PROVIDED ENTRIES |
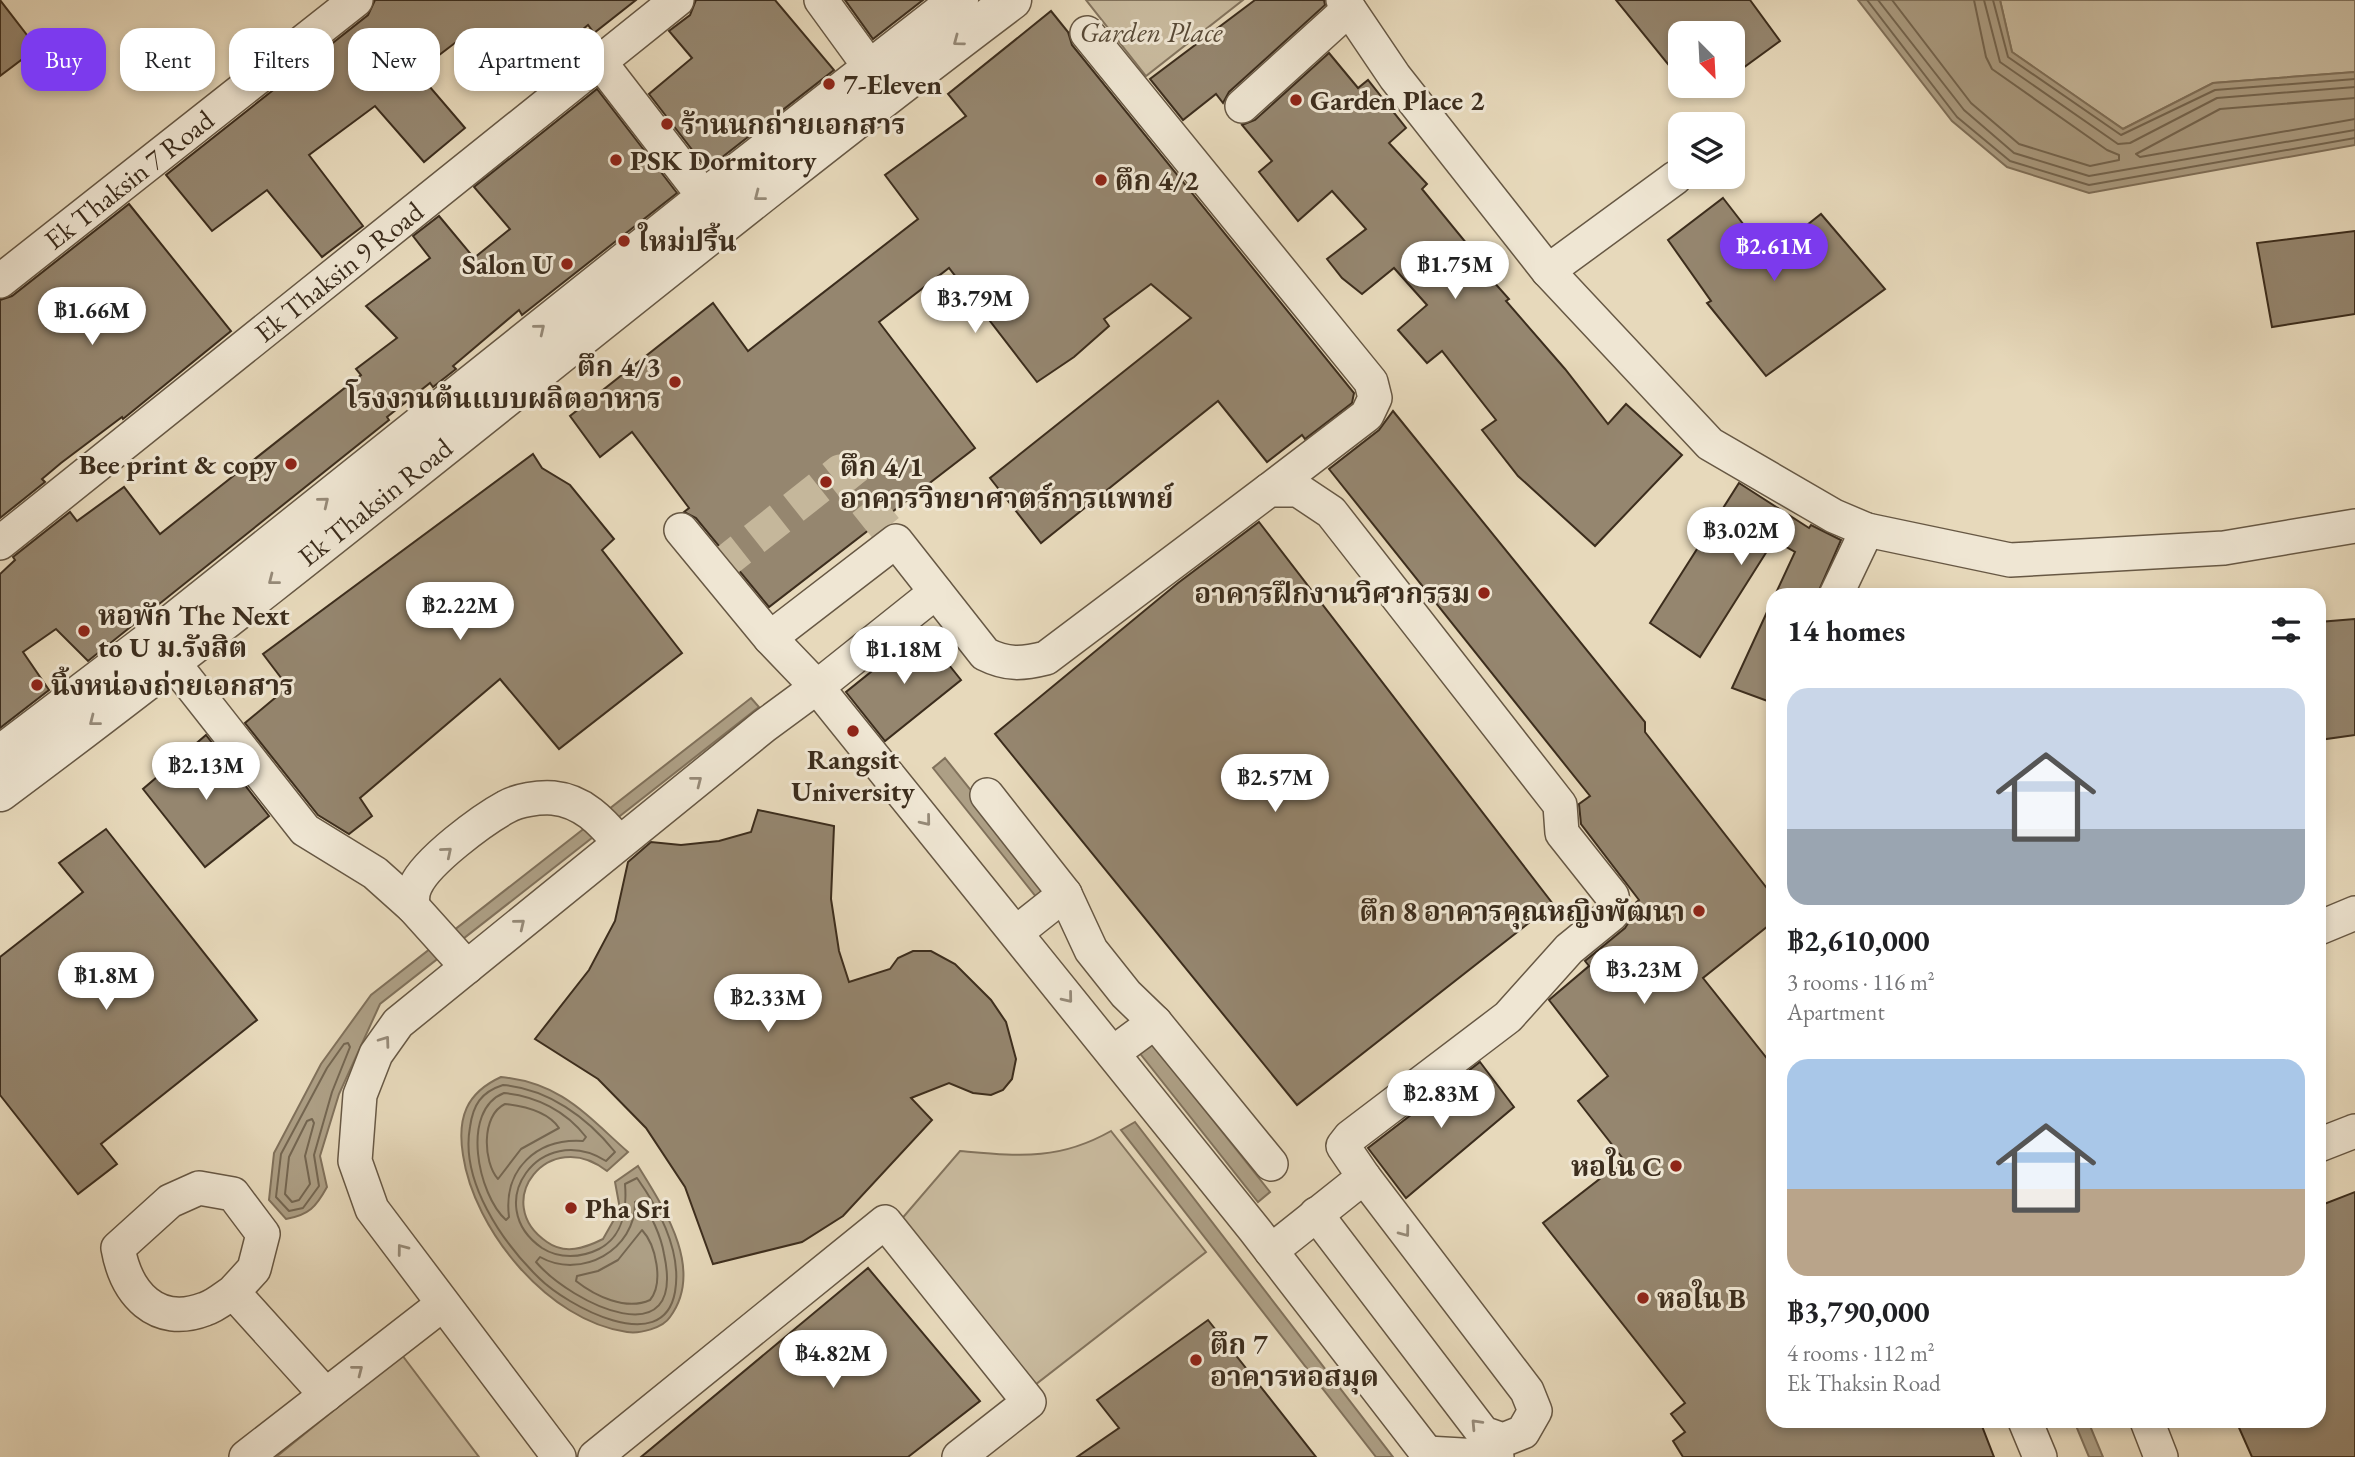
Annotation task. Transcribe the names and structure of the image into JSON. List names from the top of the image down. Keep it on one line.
{"streets":{"street":["Ek Thaksin 7 Road","Ek Thaksin 9 Road","Ek Thaksin Road"]},"parks":["Garden Place"],"places":["7-Eleven","Garden Place 2","ร้านนกถ่ายเอกสาร","PSK Dormitory","ตึก 4/2","ใหม่ปริ้น","Salon U","ตึก 4/3 โรงงานต้นแบบผลิตอาหาร","Bee print & copy","ตึก 4/1 อาคารวิทยาศาตร์การแพทย์","อาคารฝึกงานวิศวกรรม","หอพัก The Next to U ม.รังสิต","นิ้งหน่องถ่ายเอกสาร","Rangsit University","ตึก 8 อาคารคุณหญิงพัฒนา","หอใน C","Pha Sri","หอใน B","ตึก 7 อาคารหอสมุด"],"north":"bottom right","page":{"chip":["Buy","Rent","Filters","New","Apartment"],"price":["฿2.61M","฿1.75M","฿3.79M","฿1.66M","฿3.02M","฿2.22M","฿1.18M","฿2.13M","฿2.57M","฿3.23M","฿1.8M","฿2.33M","฿2.83M","฿4.82M"],"heading":"14 homes","list":[{"name":"฿2,610,000","note":"3 rooms · 116 m² · Apartment"},{"name":"฿3,790,000","note":"4 rooms · 112 m² · Ek Thaksin Road"}]}}
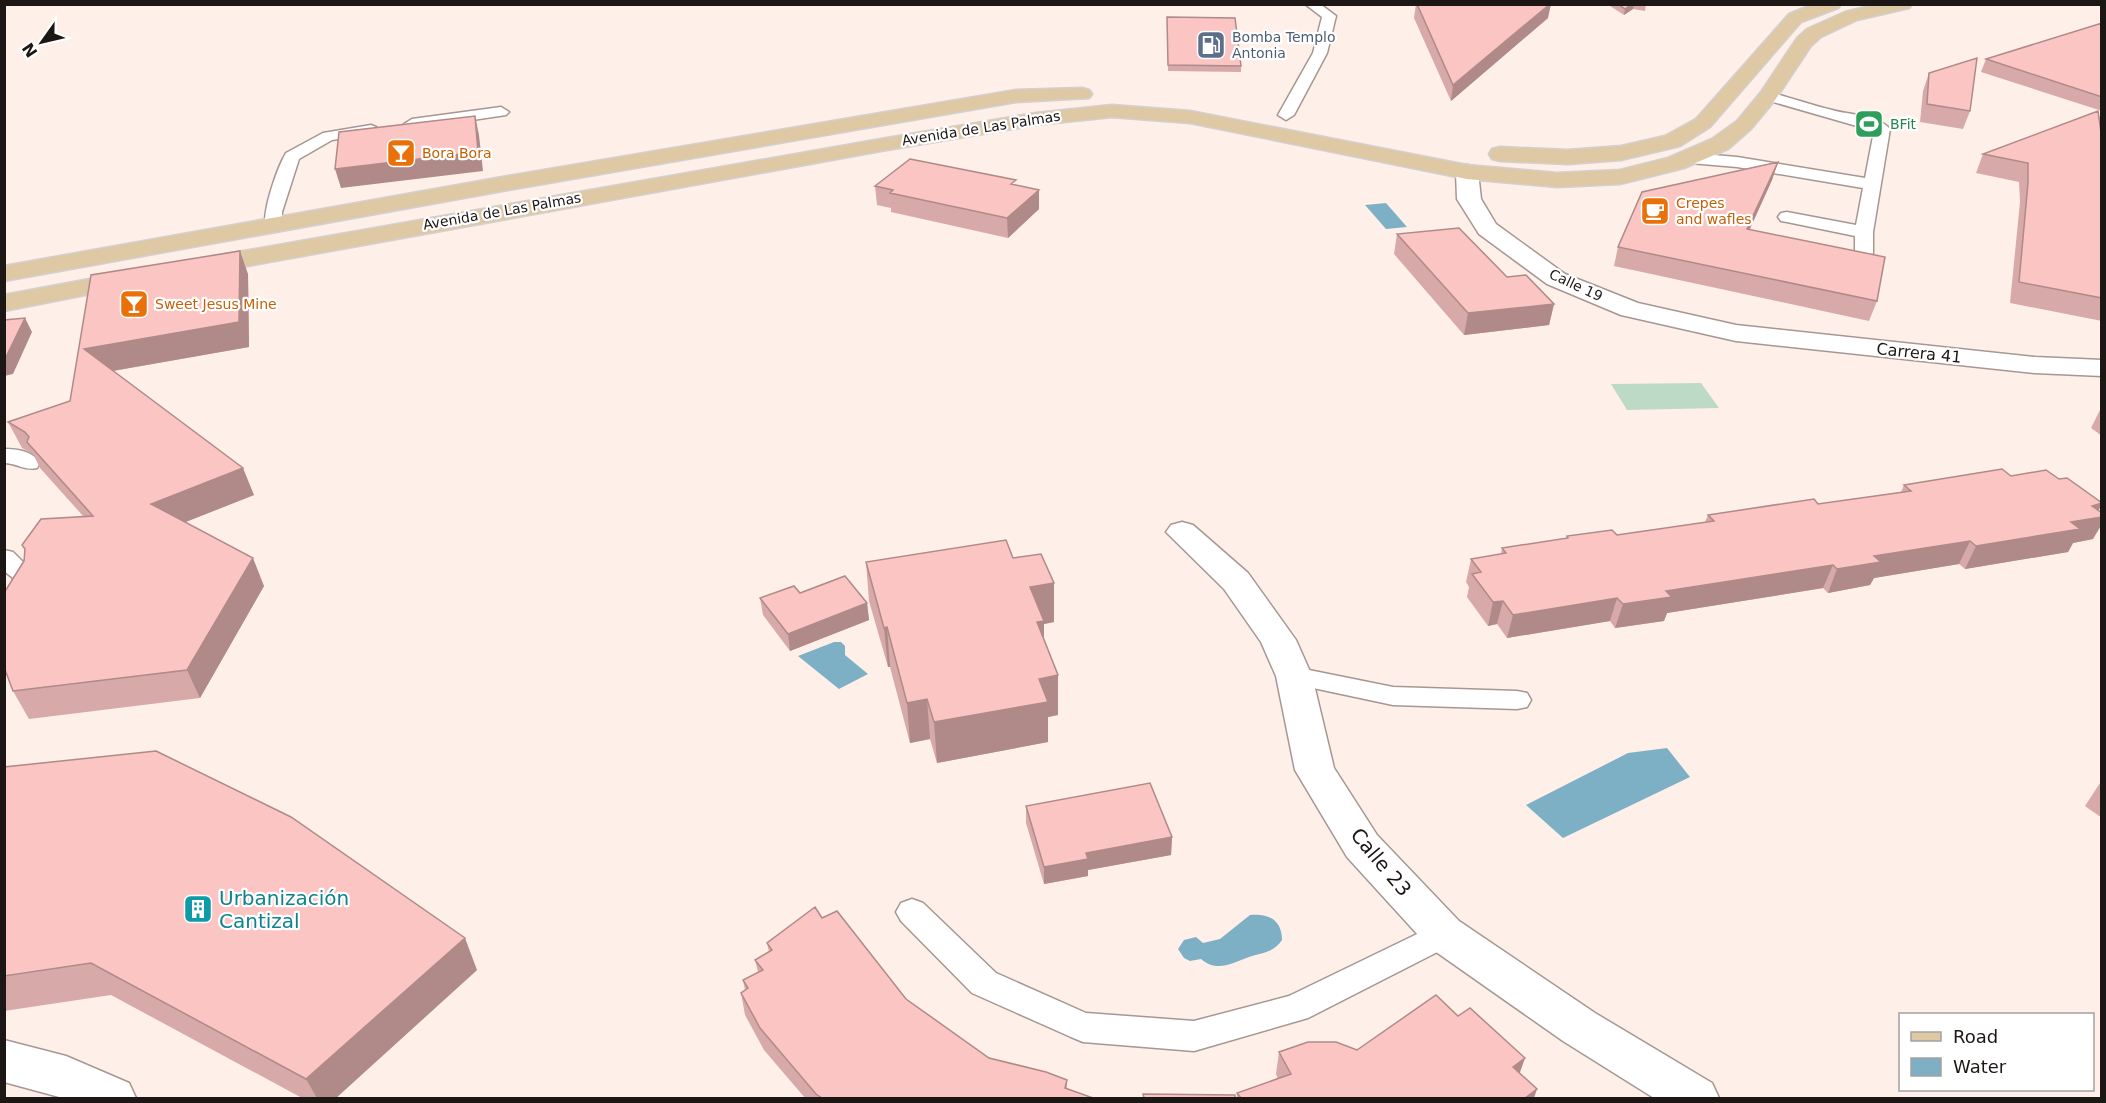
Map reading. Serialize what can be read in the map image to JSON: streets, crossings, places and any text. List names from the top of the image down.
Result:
{
  "streets": {
    "main road": ["Avenida de Las Palmas"],
    "street": ["Calle 19", "Carrera 41", "Calle 23"]
  },
  "crossings": [
    ["Avenida de Las Palmas", "Calle 19"],
    ["Calle 19", "Carrera 41"]
  ],
  "places": {
    "fuel station": ["Bomba Templo Antonia"],
    "sports": ["BFit"],
    "bar": ["Bora Bora", "Sweet Jesus Mine"],
    "cafe": ["Crepes and wafles"],
    "building": ["Urbanización Cantizal"]
  },
  "legend": ["Road", "Water"],
  "north": "bottom left"
}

EXERCISE | Each line of the listing above should be retyped exactly, with no pictures.

YOUR SOLUTION |
Annotation task. Transcribe the names and structure of the image into JSON. List names from the top of the image down. Keep it on one line.
{"streets":{"street":["Ek Thaksin 7 Road","Ek Thaksin 9 Road","Ek Thaksin Road"]},"parks":["Garden Place"],"places":["7-Eleven","Garden Place 2","ร้านนกถ่ายเอกสาร","PSK Dormitory","ตึก 4/2","ใหม่ปริ้น","Salon U","ตึก 4/3 โรงงานต้นแบบผลิตอาหาร","Bee print & copy","ตึก 4/1 อาคารวิทยาศาตร์การแพทย์","อาคารฝึกงานวิศวกรรม","หอพัก The Next to U ม.รังสิต","นิ้งหน่องถ่ายเอกสาร","Rangsit University","ตึก 8 อาคารคุณหญิงพัฒนา","หอใน C","Pha Sri","หอใน B","ตึก 7 อาคารหอสมุด"],"north":"bottom right","page":{"chip":["Buy","Rent","Filters","New","Apartment"],"price":["฿2.61M","฿1.75M","฿3.79M","฿1.66M","฿3.02M","฿2.22M","฿1.18M","฿2.13M","฿2.57M","฿3.23M","฿1.8M","฿2.33M","฿2.83M","฿4.82M"],"heading":"14 homes","list":[{"name":"฿2,610,000","note":"3 rooms · 116 m² · Apartment"},{"name":"฿3,790,000","note":"4 rooms · 112 m² · Ek Thaksin Road"}]}}
Map reading. Serialize what can be read in the map image to JSON: streets, crossings, places and any text. List names from the top of the image down.
Result:
{
  "streets": {
    "main road": ["Avenida de Las Palmas"],
    "street": ["Calle 19", "Carrera 41", "Calle 23"]
  },
  "crossings": [
    ["Avenida de Las Palmas", "Calle 19"],
    ["Calle 19", "Carrera 41"]
  ],
  "places": {
    "fuel station": ["Bomba Templo Antonia"],
    "sports": ["BFit"],
    "bar": ["Bora Bora", "Sweet Jesus Mine"],
    "cafe": ["Crepes and wafles"],
    "building": ["Urbanización Cantizal"]
  },
  "legend": ["Road", "Water"],
  "north": "bottom left"
}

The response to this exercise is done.